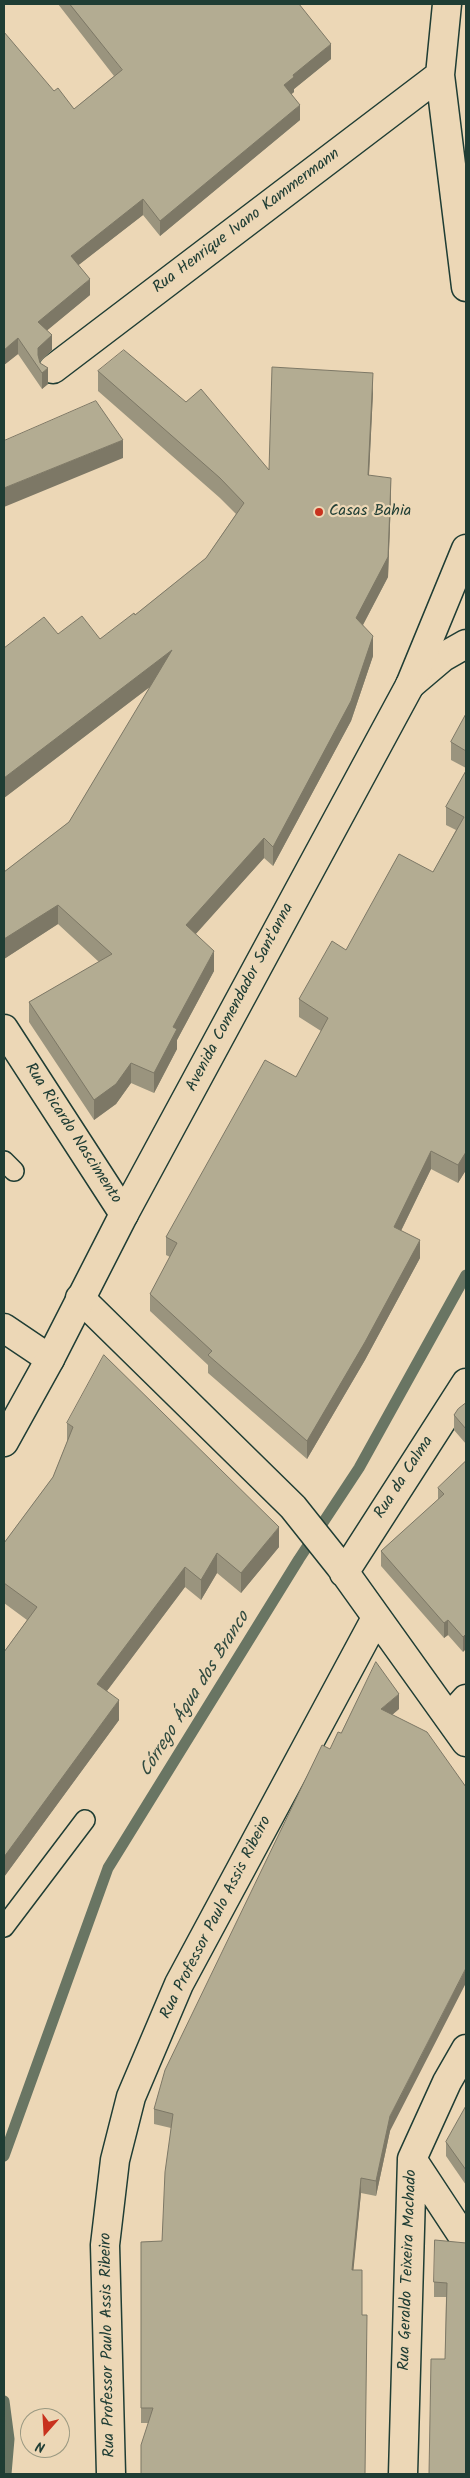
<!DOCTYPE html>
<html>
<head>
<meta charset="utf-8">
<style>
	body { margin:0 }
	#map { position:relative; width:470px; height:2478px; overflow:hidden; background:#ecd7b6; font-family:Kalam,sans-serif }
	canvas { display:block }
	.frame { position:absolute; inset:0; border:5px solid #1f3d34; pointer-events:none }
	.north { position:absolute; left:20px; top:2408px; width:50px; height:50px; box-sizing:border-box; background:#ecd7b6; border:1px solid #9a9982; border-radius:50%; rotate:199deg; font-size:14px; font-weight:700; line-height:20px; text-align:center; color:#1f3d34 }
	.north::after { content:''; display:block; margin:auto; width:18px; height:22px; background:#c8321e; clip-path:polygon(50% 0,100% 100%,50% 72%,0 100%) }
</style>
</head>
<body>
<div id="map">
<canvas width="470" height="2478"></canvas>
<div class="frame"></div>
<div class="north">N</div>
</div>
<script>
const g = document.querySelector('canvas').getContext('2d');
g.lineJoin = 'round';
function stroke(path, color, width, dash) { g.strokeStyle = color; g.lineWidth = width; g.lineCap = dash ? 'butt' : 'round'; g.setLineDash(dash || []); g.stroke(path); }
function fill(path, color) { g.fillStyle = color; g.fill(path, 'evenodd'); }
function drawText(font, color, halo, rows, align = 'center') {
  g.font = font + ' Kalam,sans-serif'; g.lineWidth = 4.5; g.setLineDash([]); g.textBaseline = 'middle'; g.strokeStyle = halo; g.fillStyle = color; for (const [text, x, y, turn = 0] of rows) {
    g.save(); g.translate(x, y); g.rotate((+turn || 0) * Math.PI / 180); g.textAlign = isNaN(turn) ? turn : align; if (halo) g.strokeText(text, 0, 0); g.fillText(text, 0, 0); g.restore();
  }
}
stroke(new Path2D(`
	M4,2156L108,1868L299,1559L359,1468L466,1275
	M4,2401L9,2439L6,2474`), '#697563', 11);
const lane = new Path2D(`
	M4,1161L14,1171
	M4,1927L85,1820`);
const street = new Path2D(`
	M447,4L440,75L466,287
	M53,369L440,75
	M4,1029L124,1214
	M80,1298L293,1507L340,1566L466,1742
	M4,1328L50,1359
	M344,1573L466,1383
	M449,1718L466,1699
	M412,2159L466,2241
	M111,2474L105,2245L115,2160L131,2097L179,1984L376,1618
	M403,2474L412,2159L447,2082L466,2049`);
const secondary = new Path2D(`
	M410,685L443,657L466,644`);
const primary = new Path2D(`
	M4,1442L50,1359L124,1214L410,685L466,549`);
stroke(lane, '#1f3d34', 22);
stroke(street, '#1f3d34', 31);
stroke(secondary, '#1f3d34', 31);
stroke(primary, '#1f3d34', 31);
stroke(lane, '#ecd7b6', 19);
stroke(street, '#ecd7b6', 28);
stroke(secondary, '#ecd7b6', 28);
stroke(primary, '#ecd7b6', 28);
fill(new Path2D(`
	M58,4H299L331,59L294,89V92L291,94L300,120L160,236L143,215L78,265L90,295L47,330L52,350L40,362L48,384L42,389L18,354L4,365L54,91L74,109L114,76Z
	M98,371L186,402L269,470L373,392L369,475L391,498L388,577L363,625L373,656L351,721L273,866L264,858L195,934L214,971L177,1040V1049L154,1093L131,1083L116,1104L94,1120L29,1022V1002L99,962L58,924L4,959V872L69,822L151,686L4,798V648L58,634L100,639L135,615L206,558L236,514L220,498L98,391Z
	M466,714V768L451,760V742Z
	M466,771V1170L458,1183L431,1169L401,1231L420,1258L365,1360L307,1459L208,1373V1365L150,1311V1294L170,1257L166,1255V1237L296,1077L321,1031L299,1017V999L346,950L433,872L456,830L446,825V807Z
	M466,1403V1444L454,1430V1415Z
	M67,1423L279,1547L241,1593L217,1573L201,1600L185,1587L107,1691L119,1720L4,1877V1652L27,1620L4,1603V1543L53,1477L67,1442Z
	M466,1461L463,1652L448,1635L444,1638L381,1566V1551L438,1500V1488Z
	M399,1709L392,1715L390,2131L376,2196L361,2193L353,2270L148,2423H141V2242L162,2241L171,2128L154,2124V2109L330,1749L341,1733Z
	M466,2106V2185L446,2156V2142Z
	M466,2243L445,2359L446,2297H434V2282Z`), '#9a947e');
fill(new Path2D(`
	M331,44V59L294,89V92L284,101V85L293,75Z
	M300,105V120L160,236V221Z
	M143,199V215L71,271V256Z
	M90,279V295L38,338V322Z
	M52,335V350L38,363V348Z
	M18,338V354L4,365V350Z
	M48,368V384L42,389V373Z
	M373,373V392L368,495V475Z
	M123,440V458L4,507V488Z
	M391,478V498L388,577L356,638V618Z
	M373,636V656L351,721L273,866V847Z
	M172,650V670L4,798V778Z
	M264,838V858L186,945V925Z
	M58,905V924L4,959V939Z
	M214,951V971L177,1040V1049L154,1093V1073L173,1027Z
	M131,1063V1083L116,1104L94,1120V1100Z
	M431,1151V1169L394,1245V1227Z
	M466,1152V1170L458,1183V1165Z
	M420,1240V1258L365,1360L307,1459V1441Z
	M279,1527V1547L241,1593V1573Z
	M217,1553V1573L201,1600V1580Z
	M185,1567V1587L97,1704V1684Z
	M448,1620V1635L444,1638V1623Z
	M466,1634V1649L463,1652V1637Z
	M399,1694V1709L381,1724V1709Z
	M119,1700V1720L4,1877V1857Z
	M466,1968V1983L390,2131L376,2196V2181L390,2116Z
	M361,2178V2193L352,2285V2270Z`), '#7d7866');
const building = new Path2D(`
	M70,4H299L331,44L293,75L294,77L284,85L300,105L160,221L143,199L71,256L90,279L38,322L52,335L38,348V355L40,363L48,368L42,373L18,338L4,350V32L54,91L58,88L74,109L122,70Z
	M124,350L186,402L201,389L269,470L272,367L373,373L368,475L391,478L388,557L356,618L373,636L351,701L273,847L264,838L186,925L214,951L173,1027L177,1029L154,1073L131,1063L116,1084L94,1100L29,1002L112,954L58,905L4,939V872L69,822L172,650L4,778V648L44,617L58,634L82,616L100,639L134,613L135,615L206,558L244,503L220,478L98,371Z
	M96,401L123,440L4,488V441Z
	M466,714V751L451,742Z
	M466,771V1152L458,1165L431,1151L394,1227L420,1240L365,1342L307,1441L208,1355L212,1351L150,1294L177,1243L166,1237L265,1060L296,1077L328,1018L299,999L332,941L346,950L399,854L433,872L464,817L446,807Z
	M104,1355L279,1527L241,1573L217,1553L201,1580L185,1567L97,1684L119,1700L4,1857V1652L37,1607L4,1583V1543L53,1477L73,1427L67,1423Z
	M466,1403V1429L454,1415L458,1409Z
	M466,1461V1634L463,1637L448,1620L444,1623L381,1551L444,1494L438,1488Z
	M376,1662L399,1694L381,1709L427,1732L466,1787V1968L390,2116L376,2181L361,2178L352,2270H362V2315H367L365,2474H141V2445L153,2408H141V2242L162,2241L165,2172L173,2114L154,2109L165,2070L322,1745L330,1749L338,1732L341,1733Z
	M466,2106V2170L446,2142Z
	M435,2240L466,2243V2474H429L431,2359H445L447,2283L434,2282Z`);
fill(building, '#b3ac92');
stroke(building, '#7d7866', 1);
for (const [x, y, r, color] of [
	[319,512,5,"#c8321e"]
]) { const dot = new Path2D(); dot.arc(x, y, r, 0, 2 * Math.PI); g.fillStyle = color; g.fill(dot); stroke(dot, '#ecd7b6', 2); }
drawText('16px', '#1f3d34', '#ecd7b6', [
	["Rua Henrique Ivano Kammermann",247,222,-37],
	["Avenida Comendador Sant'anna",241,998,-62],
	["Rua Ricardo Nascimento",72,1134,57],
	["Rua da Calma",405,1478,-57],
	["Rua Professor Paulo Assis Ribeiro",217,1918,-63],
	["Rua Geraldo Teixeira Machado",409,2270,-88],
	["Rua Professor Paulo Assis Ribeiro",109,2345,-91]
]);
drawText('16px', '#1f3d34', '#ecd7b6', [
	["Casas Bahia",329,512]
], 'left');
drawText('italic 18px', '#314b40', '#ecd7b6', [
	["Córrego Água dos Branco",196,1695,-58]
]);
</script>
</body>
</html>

....

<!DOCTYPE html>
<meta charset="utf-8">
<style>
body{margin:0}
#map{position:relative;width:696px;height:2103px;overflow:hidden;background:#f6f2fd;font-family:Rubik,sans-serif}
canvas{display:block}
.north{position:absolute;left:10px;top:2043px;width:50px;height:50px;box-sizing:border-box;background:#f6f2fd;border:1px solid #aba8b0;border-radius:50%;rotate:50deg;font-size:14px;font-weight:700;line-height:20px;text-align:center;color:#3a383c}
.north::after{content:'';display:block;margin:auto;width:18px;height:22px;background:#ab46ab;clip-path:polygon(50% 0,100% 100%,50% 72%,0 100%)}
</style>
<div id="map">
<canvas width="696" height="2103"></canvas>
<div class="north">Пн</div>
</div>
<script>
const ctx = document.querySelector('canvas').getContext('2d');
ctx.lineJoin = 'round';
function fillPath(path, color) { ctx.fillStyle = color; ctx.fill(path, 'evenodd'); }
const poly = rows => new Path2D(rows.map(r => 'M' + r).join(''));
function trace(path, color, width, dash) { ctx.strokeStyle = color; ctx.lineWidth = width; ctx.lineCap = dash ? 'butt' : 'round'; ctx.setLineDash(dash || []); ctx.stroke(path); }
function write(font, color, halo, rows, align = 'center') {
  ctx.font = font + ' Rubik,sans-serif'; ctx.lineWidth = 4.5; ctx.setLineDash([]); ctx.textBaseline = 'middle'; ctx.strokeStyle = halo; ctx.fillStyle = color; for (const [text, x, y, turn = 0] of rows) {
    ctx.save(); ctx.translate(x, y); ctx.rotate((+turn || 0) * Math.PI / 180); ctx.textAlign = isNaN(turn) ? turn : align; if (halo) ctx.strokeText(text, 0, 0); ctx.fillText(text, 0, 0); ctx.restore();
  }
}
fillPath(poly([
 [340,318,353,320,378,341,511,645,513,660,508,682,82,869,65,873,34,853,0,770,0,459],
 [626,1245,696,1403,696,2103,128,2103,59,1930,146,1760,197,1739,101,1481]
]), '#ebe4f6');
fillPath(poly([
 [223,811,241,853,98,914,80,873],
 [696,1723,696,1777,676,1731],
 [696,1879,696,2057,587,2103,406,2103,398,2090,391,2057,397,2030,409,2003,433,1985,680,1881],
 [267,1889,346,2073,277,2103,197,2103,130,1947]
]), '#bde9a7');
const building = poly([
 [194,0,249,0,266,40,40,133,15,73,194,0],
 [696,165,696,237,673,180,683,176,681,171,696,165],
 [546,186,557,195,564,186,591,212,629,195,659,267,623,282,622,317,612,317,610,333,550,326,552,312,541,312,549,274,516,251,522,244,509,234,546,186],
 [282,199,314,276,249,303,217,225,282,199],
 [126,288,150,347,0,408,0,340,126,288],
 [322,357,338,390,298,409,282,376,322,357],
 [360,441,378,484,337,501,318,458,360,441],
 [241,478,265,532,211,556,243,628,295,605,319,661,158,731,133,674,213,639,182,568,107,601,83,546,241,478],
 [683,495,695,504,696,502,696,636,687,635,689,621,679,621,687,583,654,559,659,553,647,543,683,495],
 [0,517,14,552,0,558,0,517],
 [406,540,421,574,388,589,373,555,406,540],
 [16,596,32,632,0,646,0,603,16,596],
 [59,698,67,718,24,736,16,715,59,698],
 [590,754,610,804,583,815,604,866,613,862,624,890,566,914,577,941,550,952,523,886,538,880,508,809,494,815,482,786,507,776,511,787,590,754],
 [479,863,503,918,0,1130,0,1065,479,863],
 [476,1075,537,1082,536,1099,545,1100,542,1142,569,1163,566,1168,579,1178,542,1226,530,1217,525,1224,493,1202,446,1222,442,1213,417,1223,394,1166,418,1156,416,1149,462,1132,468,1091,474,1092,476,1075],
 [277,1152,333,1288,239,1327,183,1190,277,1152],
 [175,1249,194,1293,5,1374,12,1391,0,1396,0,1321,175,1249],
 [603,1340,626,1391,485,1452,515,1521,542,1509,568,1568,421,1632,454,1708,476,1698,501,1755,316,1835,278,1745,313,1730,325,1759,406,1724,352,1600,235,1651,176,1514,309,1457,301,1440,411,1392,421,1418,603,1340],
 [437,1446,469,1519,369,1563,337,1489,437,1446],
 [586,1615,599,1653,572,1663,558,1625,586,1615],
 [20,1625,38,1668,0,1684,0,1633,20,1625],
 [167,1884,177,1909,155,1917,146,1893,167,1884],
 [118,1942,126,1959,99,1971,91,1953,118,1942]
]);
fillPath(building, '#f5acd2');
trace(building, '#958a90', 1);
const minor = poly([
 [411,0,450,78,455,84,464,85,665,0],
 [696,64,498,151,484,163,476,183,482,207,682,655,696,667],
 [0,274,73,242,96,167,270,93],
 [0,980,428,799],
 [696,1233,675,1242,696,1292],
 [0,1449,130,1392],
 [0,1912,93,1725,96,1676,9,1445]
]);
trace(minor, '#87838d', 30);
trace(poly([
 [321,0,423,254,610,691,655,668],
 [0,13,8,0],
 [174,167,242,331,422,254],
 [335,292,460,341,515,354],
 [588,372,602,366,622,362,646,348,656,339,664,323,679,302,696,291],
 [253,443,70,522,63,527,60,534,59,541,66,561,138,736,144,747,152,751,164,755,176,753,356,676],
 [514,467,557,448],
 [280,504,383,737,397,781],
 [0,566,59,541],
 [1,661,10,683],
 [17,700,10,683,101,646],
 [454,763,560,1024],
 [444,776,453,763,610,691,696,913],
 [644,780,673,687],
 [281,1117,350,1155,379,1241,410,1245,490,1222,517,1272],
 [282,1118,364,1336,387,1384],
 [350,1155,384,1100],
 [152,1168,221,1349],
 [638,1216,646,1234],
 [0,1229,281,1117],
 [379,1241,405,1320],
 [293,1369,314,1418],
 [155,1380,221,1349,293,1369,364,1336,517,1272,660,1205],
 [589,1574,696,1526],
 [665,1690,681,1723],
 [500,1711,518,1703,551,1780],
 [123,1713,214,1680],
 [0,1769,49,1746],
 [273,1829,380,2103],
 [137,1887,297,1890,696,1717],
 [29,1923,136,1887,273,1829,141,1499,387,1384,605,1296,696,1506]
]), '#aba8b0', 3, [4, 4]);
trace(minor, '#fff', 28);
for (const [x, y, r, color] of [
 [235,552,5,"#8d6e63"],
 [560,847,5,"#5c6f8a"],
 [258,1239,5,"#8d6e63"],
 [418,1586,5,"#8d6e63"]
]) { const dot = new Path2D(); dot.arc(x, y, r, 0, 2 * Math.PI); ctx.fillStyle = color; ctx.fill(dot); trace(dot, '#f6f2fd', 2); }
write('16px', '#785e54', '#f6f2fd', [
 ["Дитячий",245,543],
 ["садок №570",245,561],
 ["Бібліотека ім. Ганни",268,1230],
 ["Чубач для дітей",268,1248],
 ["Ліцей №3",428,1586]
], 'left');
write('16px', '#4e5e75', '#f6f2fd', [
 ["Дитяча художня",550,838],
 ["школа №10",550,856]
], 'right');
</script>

....

- _The task_
On how many lines of the material does the word "isNaN" appear? Reply with the number alone.

- _Task result_
2